Legislation was introduced in the House of Commons in August ''to make further provision for the destruction of rats and mice.''

The matter has doubtless its humorous side, but the scientist, the sanitarian expert, and the enlightened farmer will appreciate its serious side as they have done in Australia where the loss of wheat, stored in vast accumulations, must have run into many thousands of pounds during the past few years through the depredations of mice. We do not know what is the population of the Old Country in terms of rats and mice.

Fifty million rats are, however, said to be marked out for destruction. During the war period the rat appears to have been left comparatively in peace, everybody being too busy to attend to him, and he has thriven and multiplied accordingly.

Now the counties are appointing executive rat officers at from 200 to 300 a year, and paying from a penny to twopence for every rat-tail, the generous Isle of Wight scale even reaching threepence.

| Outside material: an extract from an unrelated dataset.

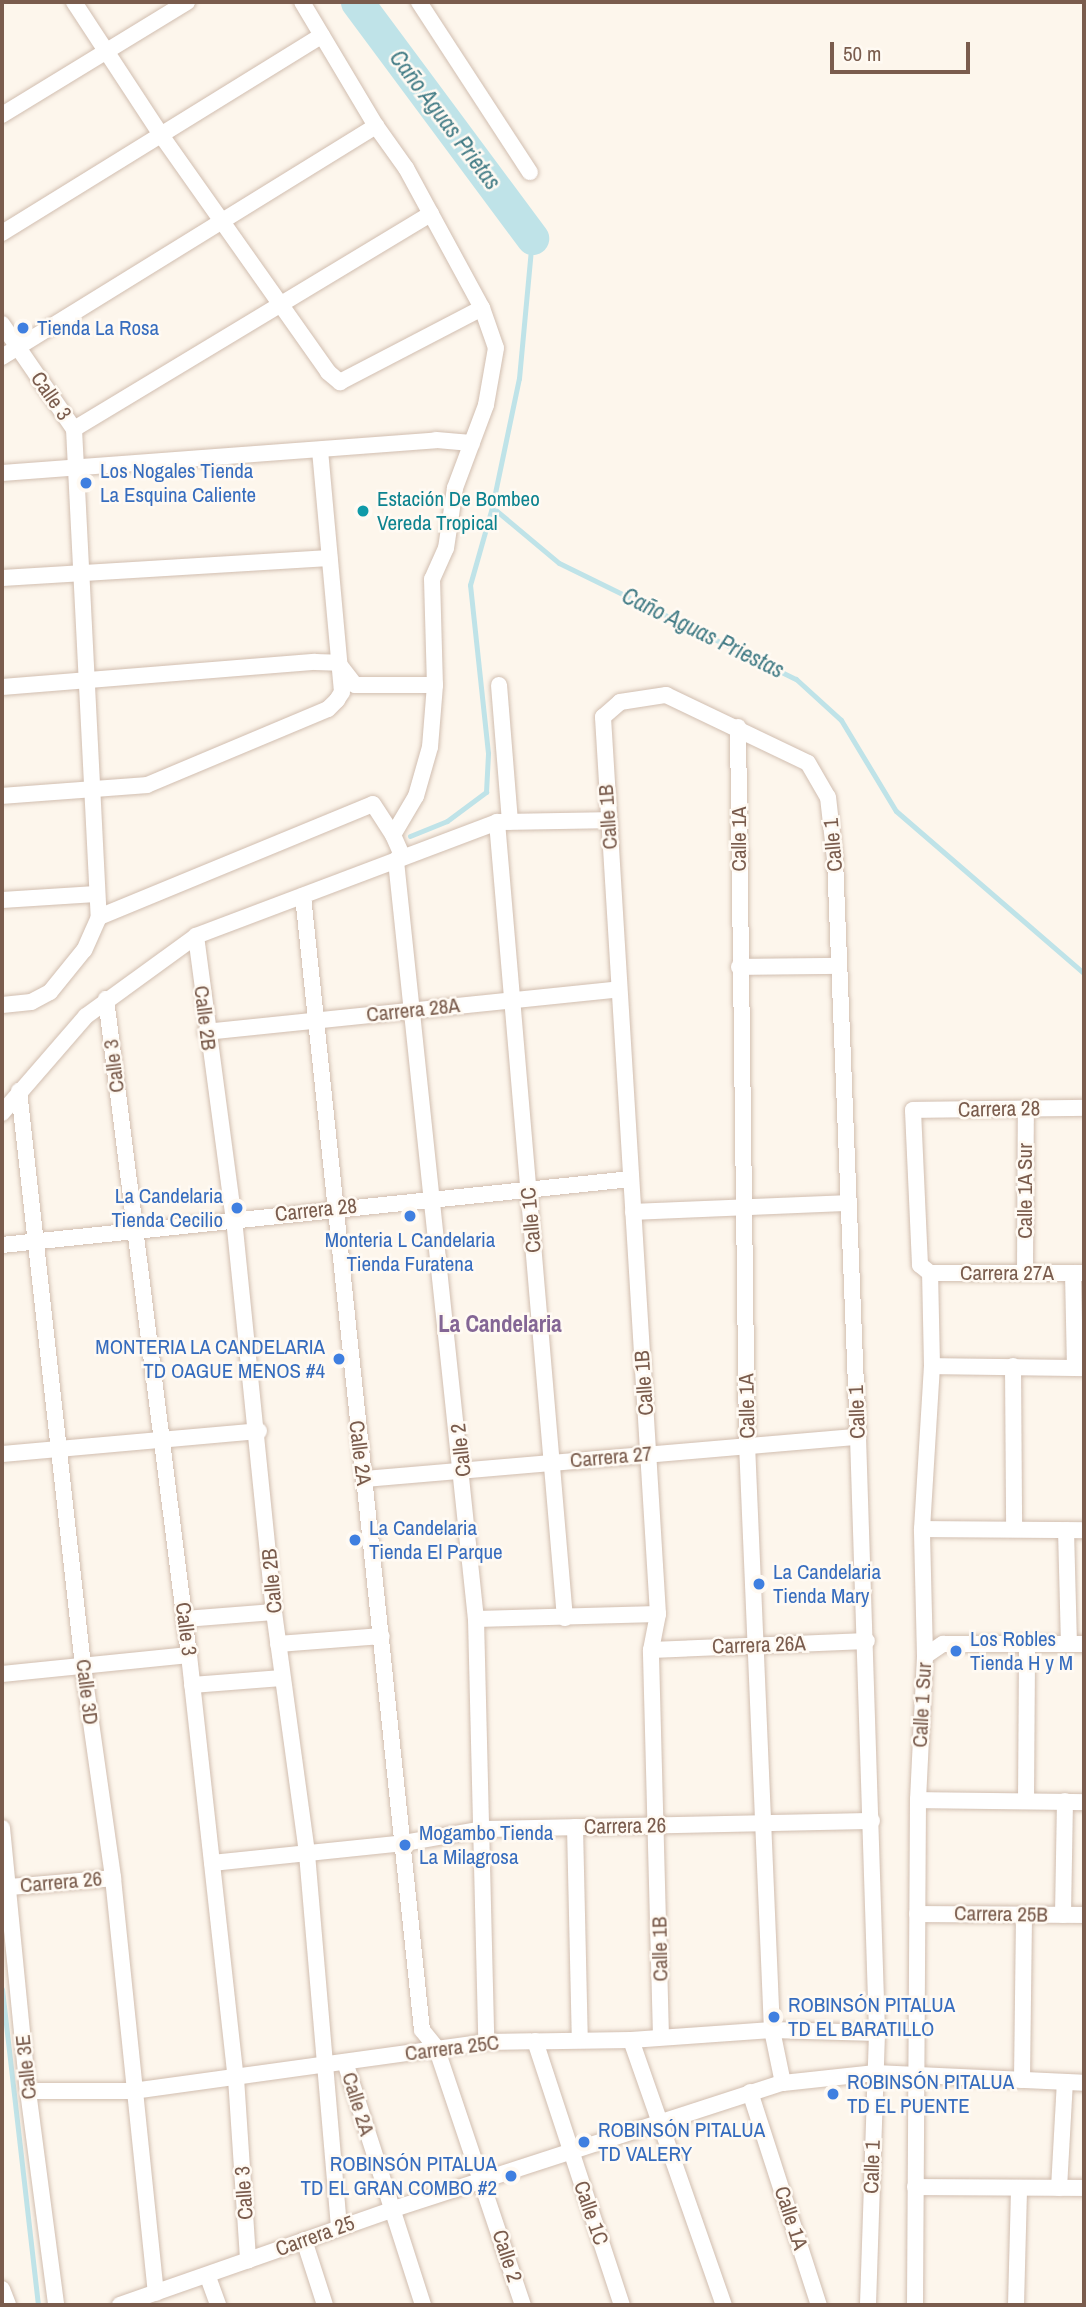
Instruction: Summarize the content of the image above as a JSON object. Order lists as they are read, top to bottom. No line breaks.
{"streets":{"street":["Calle 3","Calle 1B","Calle 1A","Calle 1","Carrera 28A","Calle 2B","Carrera 28","Calle 1A Sur","Calle 1C","Carrera 27A","Calle 2","Calle 2A","Carrera 27","Carrera 26A","Calle 3D","Calle 1 Sur","Carrera 26","Carrera 25B","Carrera 25C","Calle 3E","Carrera 25"]},"crossings":[["Calle 3","Carrera 28"],["Calle 3","Carrera 26"],["Calle 3","Carrera 25C"],["Calle 3","Carrera 25"],["Calle 1B","Calle 1"],["Calle 1B","Carrera 28A"],["Calle 1B","Carrera 28"],["Calle 1B","Carrera 27"],["Calle 1B","Carrera 26A"],["Calle 1B","Carrera 26"],["Calle 1B","Carrera 25C"],["Calle 1A","Calle 1"],["Calle 1A","Carrera 27"],["Calle 1A","Carrera 26A"],["Calle 1A","Carrera 26"],["Calle 1A","Carrera 25C"],["Calle 1A","Carrera 25"],["Calle 1","Carrera 27"],["Calle 1","Carrera 26A"],["Calle 1","Carrera 26"],["Calle 1","Carrera 25C"],["Calle 1","Carrera 25"],["Carrera 28A","Calle 2B"],["Carrera 28A","Calle 1C"],["Carrera 28A","Calle 2"],["Carrera 28A","Calle 2A"],["Calle 2B","Carrera 28"],["Calle 2B","Carrera 26"],["Calle 2B","Carrera 25C"],["Calle 2B","Carrera 25"],["Carrera 28","Calle 1A Sur"],["Carrera 28","Calle 1C"],["Carrera 28","Calle 2"],["Carrera 28","Calle 2A"],["Carrera 28","Calle 3D"],["Carrera 28","Calle 1 Sur"],["Calle 1A Sur","Carrera 27A"],["Calle 1C","Carrera 27"],["Calle 1C","Carrera 25C"],["Calle 1C","Carrera 25"],["Carrera 27A","Calle 1 Sur"],["Calle 2","Calle 2A"],["Calle 2","Carrera 27"],["Calle 2","Carrera 26"],["Calle 2","Carrera 25C"],["Calle 2","Carrera 25"],["Calle 2A","Carrera 27"],["Calle 2A","Carrera 26"],["Calle 2A","Carrera 25C"],["Calle 2A","Carrera 25"],["Calle 3D","Carrera 26"],["Calle 3D","Carrera 25C"],["Calle 3D","Carrera 25"],["Calle 1 Sur","Carrera 25B"],["Calle 1 Sur","Carrera 25"],["Carrera 26","Calle 3E"],["Carrera 25C","Calle 3E"]],"districts":["La Candelaria"],"water":["Caño Aguas Prietas","Caño Aguas Priestas"],"places":["Tienda La Rosa","Los Nogales Tienda La Esquina Caliente","Estación De Bombeo Vereda Tropical","La Candelaria Tienda Cecilio","Monteria L Candelaria Tienda Furatena","MONTERIA LA CANDELARIA TD OAGUE MENOS #4","La Candelaria Tienda El Parque","La Candelaria Tienda Mary","Los Robles Tienda H y M","Mogambo Tienda La Milagrosa","ROBINSÓN PITALUA TD EL BARATILLO","ROBINSÓN PITALUA TD EL PUENTE","ROBINSÓN PITALUA TD VALERY","ROBINSÓN PITALUA TD EL GRAN COMBO #2"],"scale_bar":"50 m"}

But the rat-hunting enthusiasm of one or two counties out of many is no doubt rightly regarded as futile as against the amazing fertility and the adaptability of the rodent.

Therefore it is concerted or national action that is aimed at, and it is suggested that there is no danger of humanitarian sentiment being affronted by this crusade.

Stewart Island ferry service

A petition bearing 770 signatures of residents of Stewart Island and tourists occasionally visiting the resort was presented to the House yesterday by Sir Joseph Ward.

The request of the petitioners was that the Government should subsidise the services. The Harbour Board, it was represented, could not improve the service without the aid of a subsidy, and had signified its willingness to get a new boat if the Government paid a subsidy to the extent of 5 per cent annually upon the cost of a new boat.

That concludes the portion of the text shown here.